Des pierres tombales de marbre noir gravées avec l’emblème des deux aigles, de l’Armée de libération du Kosovo (UÇK en albanais) semblent occuper tout le cimetière. Comme dans d’autres cimetières de la région, beaucoup de soldats de l’UÇK tués durant la guerre ou les bombardements sont inhumés ici.

Un bouquet de fleurs est posé à l’entrée du cimetière, l’accès au site étant strictement restreint aux démineurs jusqu’à ce qu’ils déclarent les lieux sûrs.

" Il arrive souvent que les gens nous refoulent. Comme la fois où un homme nous a dit qu’il ne voulait pas de nous sur son terrain, que nous étions des amis des Américains et que nous étions des chercheurs d’or ", se souvient Avdul, riant à pleines dents en se remémorant l’épisode.

Ce travail est soumis à des règles précises : Tout signal positif émis par les détecteurs de métaux est marqué d’un bâton rouge. Si un engin explosif est effectivement découvert, le bâton rouge est remplacé par un bâton jaune. Le reste est laissé à la capacité du démineur de sécuriser l’engin, puis de le faire détonner.

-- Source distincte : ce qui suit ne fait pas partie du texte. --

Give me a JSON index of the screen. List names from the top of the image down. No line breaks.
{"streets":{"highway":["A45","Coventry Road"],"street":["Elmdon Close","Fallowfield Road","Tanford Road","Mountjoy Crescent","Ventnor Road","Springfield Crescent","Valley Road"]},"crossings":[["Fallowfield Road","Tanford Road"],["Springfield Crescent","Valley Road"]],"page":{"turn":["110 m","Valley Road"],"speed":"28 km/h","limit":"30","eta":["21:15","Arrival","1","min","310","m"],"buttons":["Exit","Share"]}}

" Le principal problème est celui des bombes à fragmentation ", explique Abaz, 57 ans, en inspectant un signal à " bâton rouge ". " Elles sont beaucoup plus faciles à détecter, étant généralement entièrement faites de métal, cependant elles ne sont pas prévues pour être désamorcées. En général, nous les faisons exploser, quoique ça reste extrêmement dangereux. "

Les démineurs manuels de l’ONG HALO travaillent habituellement huit heures par jour mais leur journée est subdivisée en tranches de 50 minutes ponctuées de pauses de 10 minutes, pour permettre aux hommes de rester concentrés et attentifs.

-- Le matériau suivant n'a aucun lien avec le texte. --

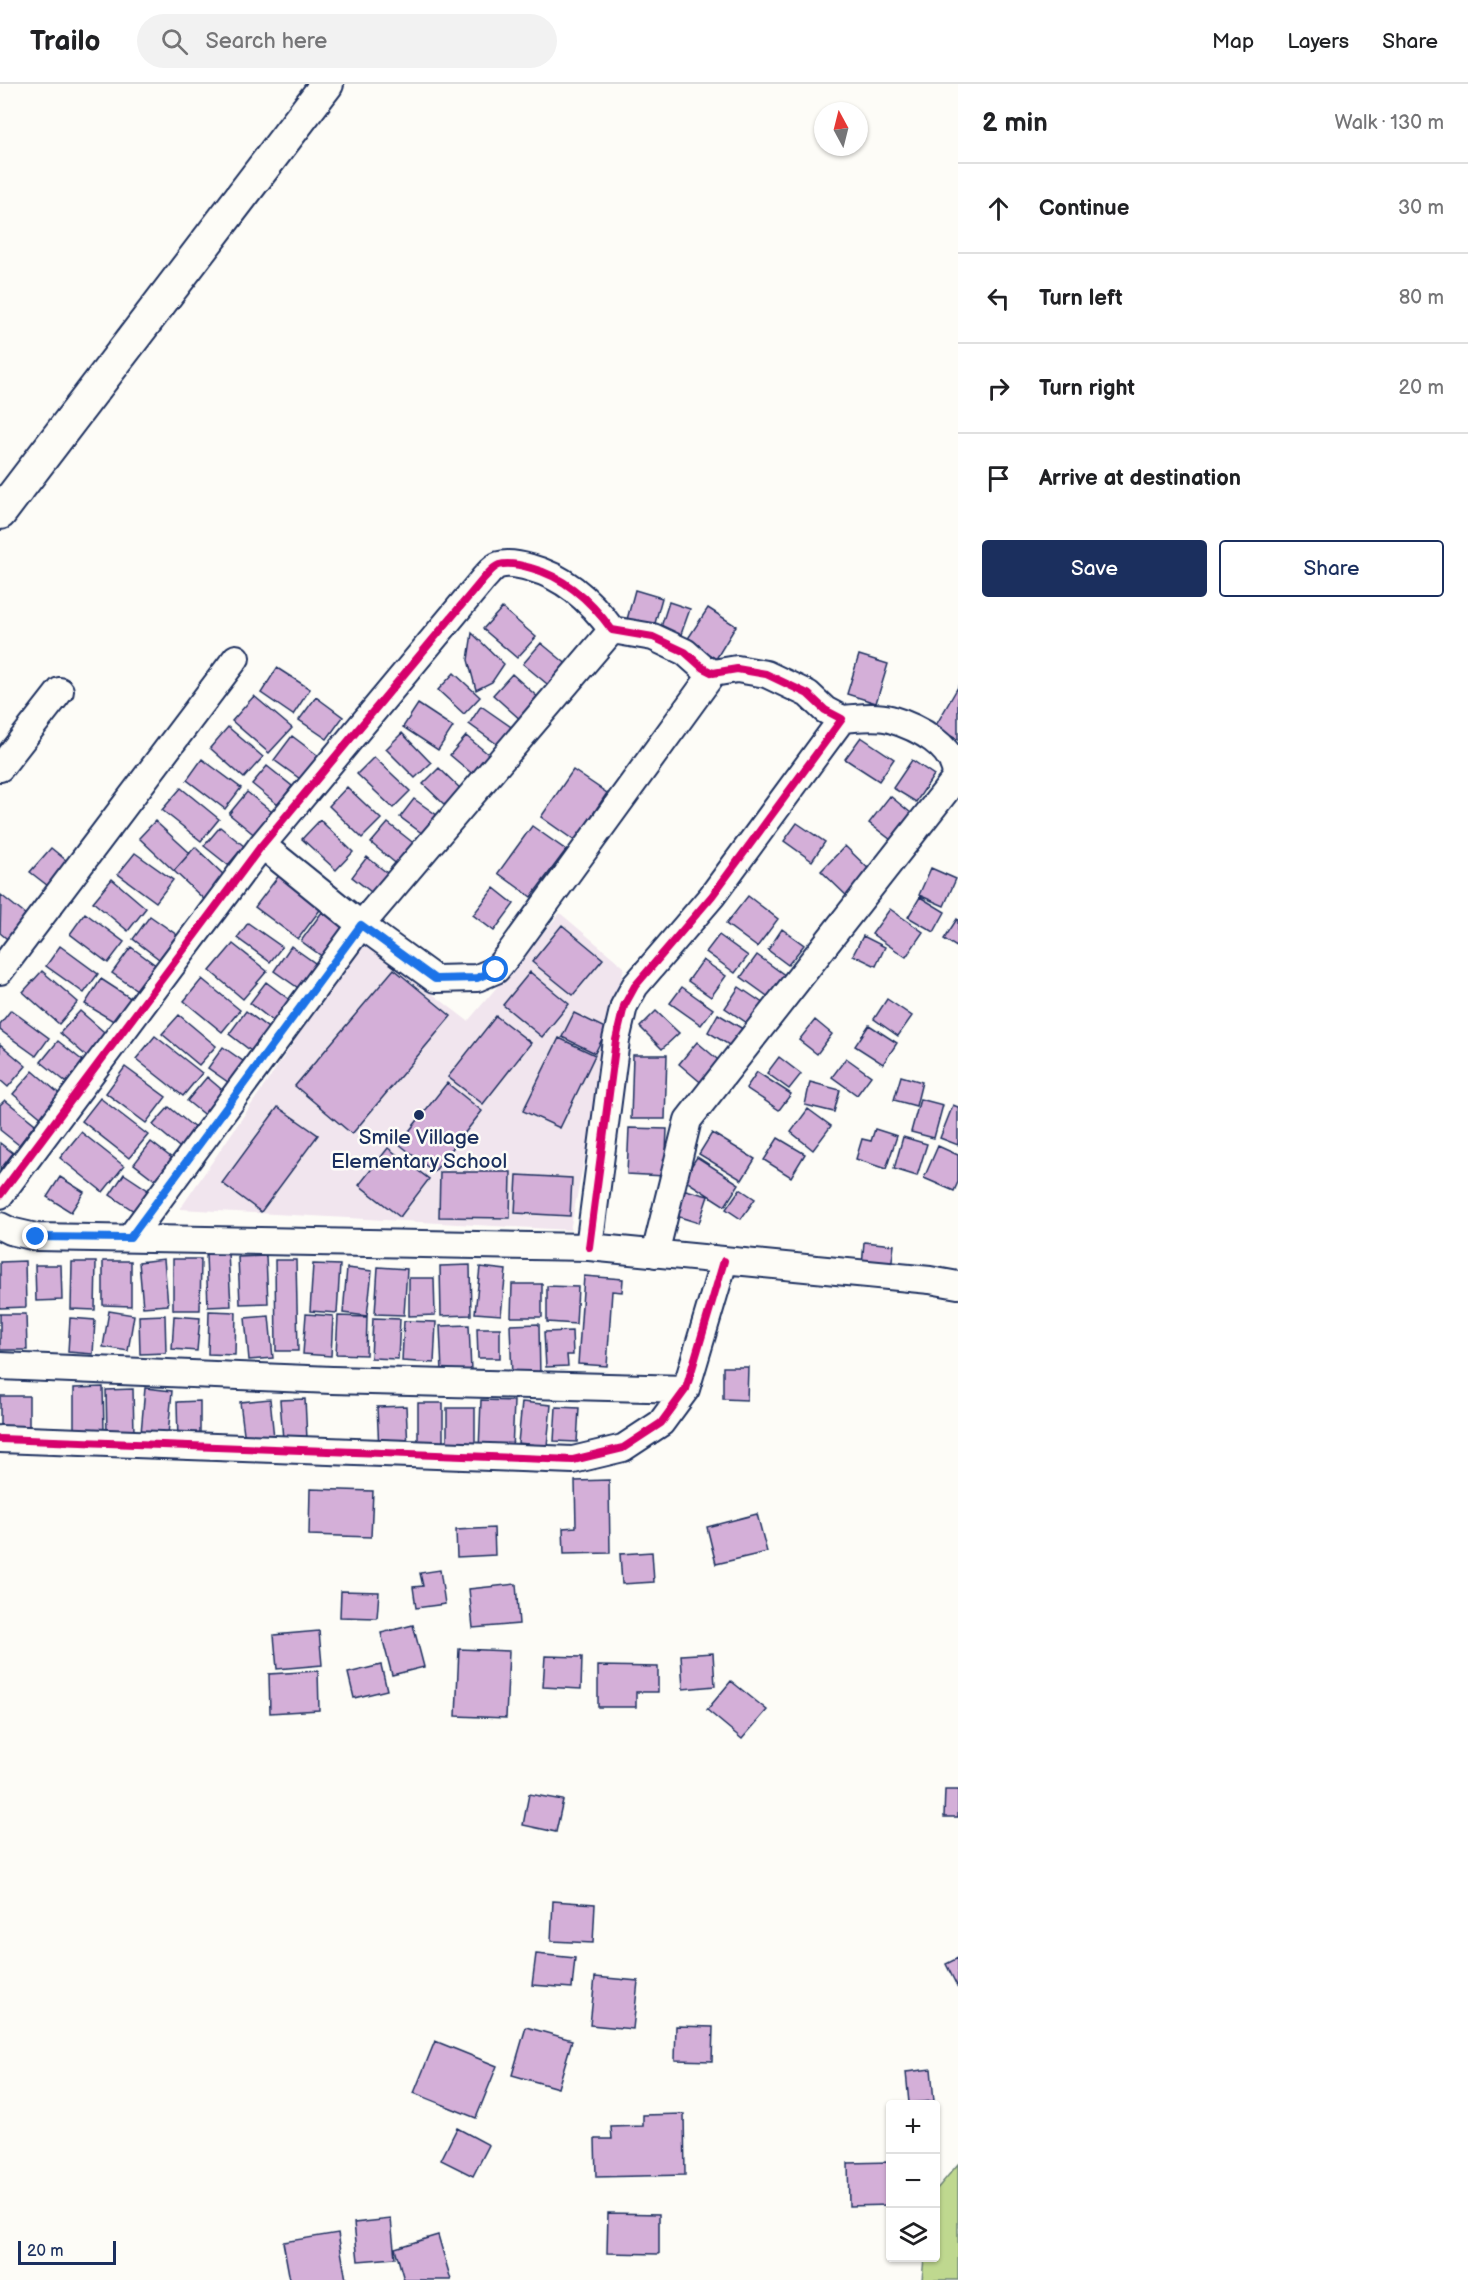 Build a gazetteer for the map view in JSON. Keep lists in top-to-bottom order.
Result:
{
  "places": ["Smile Village Elementary School"],
  "scale_bar": "20 m",
  "north": "top",
  "page": {
    "header": "Trailo",
    "search": "Search here",
    "nav": ["Map", "Layers", "Share"],
    "heading": ["2 min", "Walk · 130 m"],
    "list": [
      ["Continue", "30 m"],
      ["Turn left", "80 m"],
      ["Turn right", "20 m"],
      "Arrive at destination"
    ],
    "buttons": ["Save", "Share"],
    "map_buttons": ["+", "−"],
    "scale": "20 m"
  }
}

Avec leur salaire net d’environ 460 euros dans un pays où le taux de chômage officiel oscille entre 25 et 30%, ces hommes touchent plus que la moyenne des Kosovars, dont le salaire tourne entre 300 et 400 euros par mois.

Le travail de déminage offre également des possibilités d’emploi pour les personnes plus âgées - certains des démineurs ont plus de soixante ans. En dépit de la dangerosité de leur tâche, les travailleurs chargés de l’enlèvement des mines et des munitions éprouvent un profond sentiment de fierté.

" J’aime à croire que je suis en train de sauver une vie en faisant ce que je fais ", explique Xhevet, un collègue d’Avdul.